Olhos
Eu e seus olhos conversamos muito. Ele com um azul profundo e eu a perguntar sobre coisas diversas, todas numa língua nova, muda, cheia de neologismos que nosso amor inventou.
Para falar com os olhos, tem de se atentar às suas particularidades. Quando fecham de leve é bom, pois acontece quando a boca abre e os aperta, num sorriso. Quando arregalam, aí é preciso ponderar. Pode ser uma surpresa agradável, um tremendo espanto ou, isso muito raro, um pedido pra que assopre o cisco.
Os seus fazem tudo isso com uma irregularidade que todos os olhos deviam ter. Eles apertam de leve, você logo acha que “tá bom”, “tá feliz”, mas logo deles cai lágrima e você fica sem entender. O que é bom, posto que não há nada mais enfadonho do que olho pragmático.
Outro dia mesmo me diziam coisas sobre você em troca de elogios que saiam da minha boca. Gostam-te tanto, apesar de dizerem que você é parte deles e não o contrário. Vangloriam-se pelas coisas bonitas que já filtraram e até hoje perambulam aí dentro, espiando às vezes pra fora através deles mesmos que, quando isso acontece, brilham.
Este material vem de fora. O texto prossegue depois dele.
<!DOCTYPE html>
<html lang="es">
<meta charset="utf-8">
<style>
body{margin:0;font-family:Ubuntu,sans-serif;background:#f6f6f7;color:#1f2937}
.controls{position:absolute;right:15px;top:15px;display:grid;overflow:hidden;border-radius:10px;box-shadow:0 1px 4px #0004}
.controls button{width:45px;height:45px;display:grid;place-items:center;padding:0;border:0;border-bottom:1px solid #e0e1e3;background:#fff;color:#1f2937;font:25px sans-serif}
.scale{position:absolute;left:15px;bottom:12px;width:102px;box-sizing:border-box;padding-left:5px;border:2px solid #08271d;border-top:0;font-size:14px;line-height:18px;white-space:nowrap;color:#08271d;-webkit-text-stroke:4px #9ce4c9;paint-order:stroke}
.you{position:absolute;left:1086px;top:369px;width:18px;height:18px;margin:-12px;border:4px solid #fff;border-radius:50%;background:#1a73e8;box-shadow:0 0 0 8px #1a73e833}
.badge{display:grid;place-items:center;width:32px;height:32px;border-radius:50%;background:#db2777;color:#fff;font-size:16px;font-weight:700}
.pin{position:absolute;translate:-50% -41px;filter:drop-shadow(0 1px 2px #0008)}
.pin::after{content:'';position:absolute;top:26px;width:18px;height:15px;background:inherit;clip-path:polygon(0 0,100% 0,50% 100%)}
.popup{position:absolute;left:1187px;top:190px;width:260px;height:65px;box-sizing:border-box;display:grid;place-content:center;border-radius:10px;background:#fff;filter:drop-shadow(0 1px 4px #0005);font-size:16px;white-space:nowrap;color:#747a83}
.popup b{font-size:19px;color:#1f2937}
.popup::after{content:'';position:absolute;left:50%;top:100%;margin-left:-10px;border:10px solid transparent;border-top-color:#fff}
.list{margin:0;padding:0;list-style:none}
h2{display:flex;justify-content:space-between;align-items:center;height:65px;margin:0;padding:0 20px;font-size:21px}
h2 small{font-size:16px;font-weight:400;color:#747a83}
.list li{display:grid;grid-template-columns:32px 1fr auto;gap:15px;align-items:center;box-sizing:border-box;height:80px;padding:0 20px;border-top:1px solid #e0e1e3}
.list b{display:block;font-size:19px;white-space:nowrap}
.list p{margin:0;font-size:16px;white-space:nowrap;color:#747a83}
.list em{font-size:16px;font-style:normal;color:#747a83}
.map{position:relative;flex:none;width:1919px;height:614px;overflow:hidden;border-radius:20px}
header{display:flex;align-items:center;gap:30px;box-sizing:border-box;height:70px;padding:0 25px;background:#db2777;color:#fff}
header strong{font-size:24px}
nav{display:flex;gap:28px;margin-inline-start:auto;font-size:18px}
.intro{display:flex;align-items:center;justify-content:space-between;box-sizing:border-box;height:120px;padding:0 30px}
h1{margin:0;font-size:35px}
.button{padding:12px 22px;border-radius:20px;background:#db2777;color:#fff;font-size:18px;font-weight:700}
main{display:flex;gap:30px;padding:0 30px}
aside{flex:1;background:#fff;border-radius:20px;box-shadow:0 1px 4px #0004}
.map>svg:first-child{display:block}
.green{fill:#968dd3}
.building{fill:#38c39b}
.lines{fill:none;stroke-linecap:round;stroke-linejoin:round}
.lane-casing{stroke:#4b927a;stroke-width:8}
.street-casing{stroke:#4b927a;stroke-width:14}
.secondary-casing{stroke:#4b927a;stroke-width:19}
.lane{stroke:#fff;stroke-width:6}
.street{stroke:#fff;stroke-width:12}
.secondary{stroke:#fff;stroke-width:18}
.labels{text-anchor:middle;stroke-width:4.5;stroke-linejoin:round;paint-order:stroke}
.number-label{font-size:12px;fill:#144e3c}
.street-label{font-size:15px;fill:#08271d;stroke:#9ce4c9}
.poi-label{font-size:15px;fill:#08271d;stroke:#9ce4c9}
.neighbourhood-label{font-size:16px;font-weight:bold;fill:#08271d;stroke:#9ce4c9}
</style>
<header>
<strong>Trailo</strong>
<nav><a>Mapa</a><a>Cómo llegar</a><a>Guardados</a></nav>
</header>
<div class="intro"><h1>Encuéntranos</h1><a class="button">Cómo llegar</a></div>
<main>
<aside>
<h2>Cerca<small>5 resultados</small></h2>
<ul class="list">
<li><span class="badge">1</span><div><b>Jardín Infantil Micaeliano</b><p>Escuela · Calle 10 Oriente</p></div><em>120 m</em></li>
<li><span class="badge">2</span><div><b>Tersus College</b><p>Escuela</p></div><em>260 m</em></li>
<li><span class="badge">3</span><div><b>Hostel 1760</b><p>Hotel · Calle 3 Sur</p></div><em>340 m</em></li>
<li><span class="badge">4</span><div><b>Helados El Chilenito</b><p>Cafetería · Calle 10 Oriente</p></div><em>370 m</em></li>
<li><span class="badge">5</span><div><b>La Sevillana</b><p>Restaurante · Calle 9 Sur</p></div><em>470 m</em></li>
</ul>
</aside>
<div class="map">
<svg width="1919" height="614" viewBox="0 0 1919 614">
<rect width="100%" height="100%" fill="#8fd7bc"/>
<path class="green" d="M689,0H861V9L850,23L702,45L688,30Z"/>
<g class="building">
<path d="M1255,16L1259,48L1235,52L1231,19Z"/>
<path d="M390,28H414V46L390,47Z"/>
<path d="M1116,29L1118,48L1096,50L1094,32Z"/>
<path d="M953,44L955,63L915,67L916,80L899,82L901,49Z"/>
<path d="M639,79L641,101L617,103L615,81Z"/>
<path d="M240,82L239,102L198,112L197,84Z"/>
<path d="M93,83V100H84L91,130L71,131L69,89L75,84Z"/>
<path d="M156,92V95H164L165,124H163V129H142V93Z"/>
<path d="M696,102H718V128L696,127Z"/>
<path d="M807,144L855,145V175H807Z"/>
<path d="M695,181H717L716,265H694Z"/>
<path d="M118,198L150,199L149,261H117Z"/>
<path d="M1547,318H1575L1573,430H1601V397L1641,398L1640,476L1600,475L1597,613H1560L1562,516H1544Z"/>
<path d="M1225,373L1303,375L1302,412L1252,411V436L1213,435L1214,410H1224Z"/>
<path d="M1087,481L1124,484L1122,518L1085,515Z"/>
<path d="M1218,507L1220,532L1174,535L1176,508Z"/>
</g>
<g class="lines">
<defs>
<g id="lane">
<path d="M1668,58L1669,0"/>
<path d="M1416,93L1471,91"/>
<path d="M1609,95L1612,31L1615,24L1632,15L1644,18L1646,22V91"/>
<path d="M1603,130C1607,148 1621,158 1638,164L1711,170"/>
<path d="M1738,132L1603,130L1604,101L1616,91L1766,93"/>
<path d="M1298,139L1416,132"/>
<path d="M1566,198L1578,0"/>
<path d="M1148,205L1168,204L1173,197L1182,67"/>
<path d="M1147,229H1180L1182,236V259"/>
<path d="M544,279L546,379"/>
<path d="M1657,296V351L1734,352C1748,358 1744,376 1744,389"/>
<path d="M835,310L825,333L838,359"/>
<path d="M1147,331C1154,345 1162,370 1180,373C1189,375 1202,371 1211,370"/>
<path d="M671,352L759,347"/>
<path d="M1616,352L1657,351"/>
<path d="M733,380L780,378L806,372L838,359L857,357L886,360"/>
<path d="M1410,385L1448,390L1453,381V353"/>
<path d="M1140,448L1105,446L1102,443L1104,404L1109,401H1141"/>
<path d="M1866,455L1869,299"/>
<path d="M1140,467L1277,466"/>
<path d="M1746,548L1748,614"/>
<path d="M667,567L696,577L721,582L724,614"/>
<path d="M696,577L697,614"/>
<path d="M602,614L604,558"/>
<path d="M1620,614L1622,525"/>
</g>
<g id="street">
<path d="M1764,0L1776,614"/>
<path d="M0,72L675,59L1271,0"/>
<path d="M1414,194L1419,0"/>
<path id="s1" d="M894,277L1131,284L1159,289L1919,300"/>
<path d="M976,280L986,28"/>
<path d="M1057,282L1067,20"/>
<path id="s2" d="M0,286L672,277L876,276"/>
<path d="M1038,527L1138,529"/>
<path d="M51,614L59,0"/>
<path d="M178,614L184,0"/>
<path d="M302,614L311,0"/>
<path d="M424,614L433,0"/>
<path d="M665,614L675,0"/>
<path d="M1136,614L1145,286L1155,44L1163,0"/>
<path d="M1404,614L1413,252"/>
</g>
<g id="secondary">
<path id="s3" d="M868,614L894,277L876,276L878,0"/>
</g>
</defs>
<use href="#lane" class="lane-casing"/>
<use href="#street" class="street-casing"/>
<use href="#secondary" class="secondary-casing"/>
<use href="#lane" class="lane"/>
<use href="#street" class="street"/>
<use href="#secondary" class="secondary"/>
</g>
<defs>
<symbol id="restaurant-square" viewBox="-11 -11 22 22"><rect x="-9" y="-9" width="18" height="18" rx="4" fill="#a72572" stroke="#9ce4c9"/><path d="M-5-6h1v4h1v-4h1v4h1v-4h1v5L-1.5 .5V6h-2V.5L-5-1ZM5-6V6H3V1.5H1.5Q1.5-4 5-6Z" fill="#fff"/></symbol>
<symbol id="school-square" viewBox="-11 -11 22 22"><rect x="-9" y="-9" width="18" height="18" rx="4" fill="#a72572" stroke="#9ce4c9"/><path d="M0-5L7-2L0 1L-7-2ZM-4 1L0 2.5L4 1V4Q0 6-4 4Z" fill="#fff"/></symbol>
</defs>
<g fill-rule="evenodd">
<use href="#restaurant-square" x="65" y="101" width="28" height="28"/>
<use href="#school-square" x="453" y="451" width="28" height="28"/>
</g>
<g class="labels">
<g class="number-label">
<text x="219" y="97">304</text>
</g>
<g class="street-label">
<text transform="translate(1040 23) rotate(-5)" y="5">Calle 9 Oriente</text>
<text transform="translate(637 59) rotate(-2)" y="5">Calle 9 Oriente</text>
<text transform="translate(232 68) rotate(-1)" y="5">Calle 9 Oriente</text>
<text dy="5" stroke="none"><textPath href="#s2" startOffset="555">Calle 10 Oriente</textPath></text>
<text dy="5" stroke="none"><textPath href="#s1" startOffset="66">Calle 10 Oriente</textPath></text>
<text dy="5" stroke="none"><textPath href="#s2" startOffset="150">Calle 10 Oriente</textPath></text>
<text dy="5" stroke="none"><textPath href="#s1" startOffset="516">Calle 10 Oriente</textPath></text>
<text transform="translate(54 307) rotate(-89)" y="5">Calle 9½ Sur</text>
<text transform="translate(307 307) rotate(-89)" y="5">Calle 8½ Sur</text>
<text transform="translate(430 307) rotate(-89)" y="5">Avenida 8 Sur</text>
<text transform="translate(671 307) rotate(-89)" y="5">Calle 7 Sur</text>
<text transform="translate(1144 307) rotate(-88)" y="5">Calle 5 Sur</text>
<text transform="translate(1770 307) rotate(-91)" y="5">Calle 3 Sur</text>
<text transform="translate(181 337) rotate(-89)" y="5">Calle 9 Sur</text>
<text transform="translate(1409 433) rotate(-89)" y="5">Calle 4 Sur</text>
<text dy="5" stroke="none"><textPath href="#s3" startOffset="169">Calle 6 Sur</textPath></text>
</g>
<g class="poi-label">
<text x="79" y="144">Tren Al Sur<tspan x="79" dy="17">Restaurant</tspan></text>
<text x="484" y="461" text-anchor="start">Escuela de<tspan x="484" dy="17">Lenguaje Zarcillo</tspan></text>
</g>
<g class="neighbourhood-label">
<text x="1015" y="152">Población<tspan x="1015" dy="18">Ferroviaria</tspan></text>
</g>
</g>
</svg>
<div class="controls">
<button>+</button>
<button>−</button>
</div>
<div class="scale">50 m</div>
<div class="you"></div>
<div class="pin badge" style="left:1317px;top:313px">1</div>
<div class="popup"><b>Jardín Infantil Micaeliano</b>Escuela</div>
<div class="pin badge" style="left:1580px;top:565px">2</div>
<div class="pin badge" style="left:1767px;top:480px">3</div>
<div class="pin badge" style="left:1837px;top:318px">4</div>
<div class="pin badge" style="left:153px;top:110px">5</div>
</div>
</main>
E para preservar em você o sorriso e neles a cintilação, fazem descer as cortinas da pálpebra para o inapropriado e, abertos, focam bastante em borboleta, criança, filhote de cachorro... Confessaram-me ficarem sem graça na olhada que você dá pro espelho de corpo inteiro antes de entrar no “Box”, mas num acesso de pilantragem que não é normal nos olhos disseram que é lindo, uma coisa maravilhosa que os meus, em conversa particular deles, assumiram nunca terem visto em mulher alguma. Meus olhos também têm lá suas malandragens e me pintam como um bom rapaz para os seus.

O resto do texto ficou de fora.